> _Exercise description_:
Write the data out again, word for word.
··· Input material ···
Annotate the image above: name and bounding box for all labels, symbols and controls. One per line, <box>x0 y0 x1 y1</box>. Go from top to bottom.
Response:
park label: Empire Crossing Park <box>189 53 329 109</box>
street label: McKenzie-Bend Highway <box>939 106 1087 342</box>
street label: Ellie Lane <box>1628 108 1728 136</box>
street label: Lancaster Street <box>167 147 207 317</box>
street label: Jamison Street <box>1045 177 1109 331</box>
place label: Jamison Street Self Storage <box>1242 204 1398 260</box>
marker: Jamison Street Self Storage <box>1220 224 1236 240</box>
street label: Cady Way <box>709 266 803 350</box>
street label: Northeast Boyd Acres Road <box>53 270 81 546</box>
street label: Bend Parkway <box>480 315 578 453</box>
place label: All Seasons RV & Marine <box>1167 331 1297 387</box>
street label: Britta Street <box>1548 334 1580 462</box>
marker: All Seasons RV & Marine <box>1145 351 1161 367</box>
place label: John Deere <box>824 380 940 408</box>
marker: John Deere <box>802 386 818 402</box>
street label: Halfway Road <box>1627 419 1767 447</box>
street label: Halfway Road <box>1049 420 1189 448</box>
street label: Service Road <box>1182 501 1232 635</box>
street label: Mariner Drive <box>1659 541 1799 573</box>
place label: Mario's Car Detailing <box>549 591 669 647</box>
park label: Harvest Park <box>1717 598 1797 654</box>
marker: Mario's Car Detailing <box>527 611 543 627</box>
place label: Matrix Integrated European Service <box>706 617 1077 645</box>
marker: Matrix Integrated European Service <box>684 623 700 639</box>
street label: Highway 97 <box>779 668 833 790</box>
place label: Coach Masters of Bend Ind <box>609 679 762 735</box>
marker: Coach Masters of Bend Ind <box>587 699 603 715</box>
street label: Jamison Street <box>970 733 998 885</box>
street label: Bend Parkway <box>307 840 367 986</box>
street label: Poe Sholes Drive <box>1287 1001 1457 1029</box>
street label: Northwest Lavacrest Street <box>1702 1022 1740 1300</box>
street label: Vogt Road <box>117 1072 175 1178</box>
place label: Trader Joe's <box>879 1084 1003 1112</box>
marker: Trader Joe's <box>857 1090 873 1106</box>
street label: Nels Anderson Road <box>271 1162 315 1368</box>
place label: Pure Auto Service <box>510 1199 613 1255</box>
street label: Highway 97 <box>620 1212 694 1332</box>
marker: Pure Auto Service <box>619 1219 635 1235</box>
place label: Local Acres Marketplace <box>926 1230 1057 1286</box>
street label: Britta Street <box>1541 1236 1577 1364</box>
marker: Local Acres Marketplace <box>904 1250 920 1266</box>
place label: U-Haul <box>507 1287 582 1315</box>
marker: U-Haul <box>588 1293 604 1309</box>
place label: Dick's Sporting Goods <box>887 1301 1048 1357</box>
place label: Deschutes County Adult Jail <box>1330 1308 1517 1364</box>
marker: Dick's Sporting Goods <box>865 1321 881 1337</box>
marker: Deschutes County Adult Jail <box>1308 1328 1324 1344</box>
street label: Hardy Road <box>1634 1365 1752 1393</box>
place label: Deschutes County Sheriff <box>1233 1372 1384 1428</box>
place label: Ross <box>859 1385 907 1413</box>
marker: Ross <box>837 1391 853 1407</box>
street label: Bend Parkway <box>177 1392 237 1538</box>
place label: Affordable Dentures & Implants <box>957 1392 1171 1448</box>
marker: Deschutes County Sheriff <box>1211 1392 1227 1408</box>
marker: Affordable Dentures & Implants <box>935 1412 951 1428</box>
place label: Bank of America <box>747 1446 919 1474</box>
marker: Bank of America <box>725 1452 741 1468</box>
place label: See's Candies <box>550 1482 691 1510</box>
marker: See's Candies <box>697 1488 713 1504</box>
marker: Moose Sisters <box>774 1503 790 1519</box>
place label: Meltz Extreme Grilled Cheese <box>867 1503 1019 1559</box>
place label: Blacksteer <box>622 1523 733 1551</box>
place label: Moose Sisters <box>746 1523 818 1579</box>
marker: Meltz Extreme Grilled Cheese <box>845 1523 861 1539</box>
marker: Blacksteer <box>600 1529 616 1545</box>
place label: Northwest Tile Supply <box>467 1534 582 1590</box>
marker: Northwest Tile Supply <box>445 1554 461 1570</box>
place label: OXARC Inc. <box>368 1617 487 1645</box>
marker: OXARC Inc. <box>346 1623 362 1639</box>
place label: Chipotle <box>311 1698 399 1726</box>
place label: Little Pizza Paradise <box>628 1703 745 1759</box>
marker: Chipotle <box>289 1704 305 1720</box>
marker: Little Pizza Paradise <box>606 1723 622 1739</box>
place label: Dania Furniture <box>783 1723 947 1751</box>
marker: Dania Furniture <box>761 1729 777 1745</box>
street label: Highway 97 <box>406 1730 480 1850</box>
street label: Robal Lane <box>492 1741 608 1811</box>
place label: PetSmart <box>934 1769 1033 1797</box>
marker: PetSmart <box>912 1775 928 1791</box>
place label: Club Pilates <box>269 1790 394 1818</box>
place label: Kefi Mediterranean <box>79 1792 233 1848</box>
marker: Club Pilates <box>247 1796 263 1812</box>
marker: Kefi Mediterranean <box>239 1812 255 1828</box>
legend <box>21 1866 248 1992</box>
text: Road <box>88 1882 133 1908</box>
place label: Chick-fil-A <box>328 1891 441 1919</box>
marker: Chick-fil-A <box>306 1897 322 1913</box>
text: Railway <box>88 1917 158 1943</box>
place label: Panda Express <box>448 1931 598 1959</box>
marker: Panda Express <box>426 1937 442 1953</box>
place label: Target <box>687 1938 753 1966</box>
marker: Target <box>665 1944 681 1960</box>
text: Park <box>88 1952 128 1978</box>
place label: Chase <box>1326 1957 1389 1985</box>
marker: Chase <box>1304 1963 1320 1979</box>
···
> _Output for this task_:
Annotate the image above: name and bounding box for all labels, symbols and controls. One per line, <box>x0 y0 x1 y1</box>. Go from top to bottom.
Response:
park label: Empire Crossing Park <box>189 53 329 109</box>
street label: McKenzie-Bend Highway <box>939 106 1087 342</box>
street label: Ellie Lane <box>1628 108 1728 136</box>
street label: Lancaster Street <box>167 147 207 317</box>
street label: Jamison Street <box>1045 177 1109 331</box>
place label: Jamison Street Self Storage <box>1242 204 1398 260</box>
marker: Jamison Street Self Storage <box>1220 224 1236 240</box>
street label: Cady Way <box>709 266 803 350</box>
street label: Northeast Boyd Acres Road <box>53 270 81 546</box>
street label: Bend Parkway <box>480 315 578 453</box>
place label: All Seasons RV & Marine <box>1167 331 1297 387</box>
street label: Britta Street <box>1548 334 1580 462</box>
marker: All Seasons RV & Marine <box>1145 351 1161 367</box>
place label: John Deere <box>824 380 940 408</box>
marker: John Deere <box>802 386 818 402</box>
street label: Halfway Road <box>1627 419 1767 447</box>
street label: Halfway Road <box>1049 420 1189 448</box>
street label: Service Road <box>1182 501 1232 635</box>
street label: Mariner Drive <box>1659 541 1799 573</box>
place label: Mario's Car Detailing <box>549 591 669 647</box>
park label: Harvest Park <box>1717 598 1797 654</box>
marker: Mario's Car Detailing <box>527 611 543 627</box>
place label: Matrix Integrated European Service <box>706 617 1077 645</box>
marker: Matrix Integrated European Service <box>684 623 700 639</box>
street label: Highway 97 <box>779 668 833 790</box>
place label: Coach Masters of Bend Ind <box>609 679 762 735</box>
marker: Coach Masters of Bend Ind <box>587 699 603 715</box>
street label: Jamison Street <box>970 733 998 885</box>
street label: Bend Parkway <box>307 840 367 986</box>
street label: Poe Sholes Drive <box>1287 1001 1457 1029</box>
street label: Northwest Lavacrest Street <box>1702 1022 1740 1300</box>
street label: Vogt Road <box>117 1072 175 1178</box>
place label: Trader Joe's <box>879 1084 1003 1112</box>
marker: Trader Joe's <box>857 1090 873 1106</box>
street label: Nels Anderson Road <box>271 1162 315 1368</box>
place label: Pure Auto Service <box>510 1199 613 1255</box>
street label: Highway 97 <box>620 1212 694 1332</box>
marker: Pure Auto Service <box>619 1219 635 1235</box>
place label: Local Acres Marketplace <box>926 1230 1057 1286</box>
street label: Britta Street <box>1541 1236 1577 1364</box>
marker: Local Acres Marketplace <box>904 1250 920 1266</box>
place label: U-Haul <box>507 1287 582 1315</box>
marker: U-Haul <box>588 1293 604 1309</box>
place label: Dick's Sporting Goods <box>887 1301 1048 1357</box>
place label: Deschutes County Adult Jail <box>1330 1308 1517 1364</box>
marker: Dick's Sporting Goods <box>865 1321 881 1337</box>
marker: Deschutes County Adult Jail <box>1308 1328 1324 1344</box>
street label: Hardy Road <box>1634 1365 1752 1393</box>
place label: Deschutes County Sheriff <box>1233 1372 1384 1428</box>
place label: Ross <box>859 1385 907 1413</box>
marker: Ross <box>837 1391 853 1407</box>
street label: Bend Parkway <box>177 1392 237 1538</box>
place label: Affordable Dentures & Implants <box>957 1392 1171 1448</box>
marker: Deschutes County Sheriff <box>1211 1392 1227 1408</box>
marker: Affordable Dentures & Implants <box>935 1412 951 1428</box>
place label: Bank of America <box>747 1446 919 1474</box>
marker: Bank of America <box>725 1452 741 1468</box>
place label: See's Candies <box>550 1482 691 1510</box>
marker: See's Candies <box>697 1488 713 1504</box>
marker: Moose Sisters <box>774 1503 790 1519</box>
place label: Meltz Extreme Grilled Cheese <box>867 1503 1019 1559</box>
place label: Blacksteer <box>622 1523 733 1551</box>
place label: Moose Sisters <box>746 1523 818 1579</box>
marker: Meltz Extreme Grilled Cheese <box>845 1523 861 1539</box>
marker: Blacksteer <box>600 1529 616 1545</box>
place label: Northwest Tile Supply <box>467 1534 582 1590</box>
marker: Northwest Tile Supply <box>445 1554 461 1570</box>
place label: OXARC Inc. <box>368 1617 487 1645</box>
marker: OXARC Inc. <box>346 1623 362 1639</box>
place label: Chipotle <box>311 1698 399 1726</box>
place label: Little Pizza Paradise <box>628 1703 745 1759</box>
marker: Chipotle <box>289 1704 305 1720</box>
marker: Little Pizza Paradise <box>606 1723 622 1739</box>
place label: Dania Furniture <box>783 1723 947 1751</box>
marker: Dania Furniture <box>761 1729 777 1745</box>
street label: Highway 97 <box>406 1730 480 1850</box>
street label: Robal Lane <box>492 1741 608 1811</box>
place label: PetSmart <box>934 1769 1033 1797</box>
marker: PetSmart <box>912 1775 928 1791</box>
place label: Club Pilates <box>269 1790 394 1818</box>
place label: Kefi Mediterranean <box>79 1792 233 1848</box>
marker: Club Pilates <box>247 1796 263 1812</box>
marker: Kefi Mediterranean <box>239 1812 255 1828</box>
legend <box>21 1866 248 1992</box>
text: Road <box>88 1882 133 1908</box>
place label: Chick-fil-A <box>328 1891 441 1919</box>
marker: Chick-fil-A <box>306 1897 322 1913</box>
text: Railway <box>88 1917 158 1943</box>
place label: Panda Express <box>448 1931 598 1959</box>
marker: Panda Express <box>426 1937 442 1953</box>
place label: Target <box>687 1938 753 1966</box>
marker: Target <box>665 1944 681 1960</box>
text: Park <box>88 1952 128 1978</box>
place label: Chase <box>1326 1957 1389 1985</box>
marker: Chase <box>1304 1963 1320 1979</box>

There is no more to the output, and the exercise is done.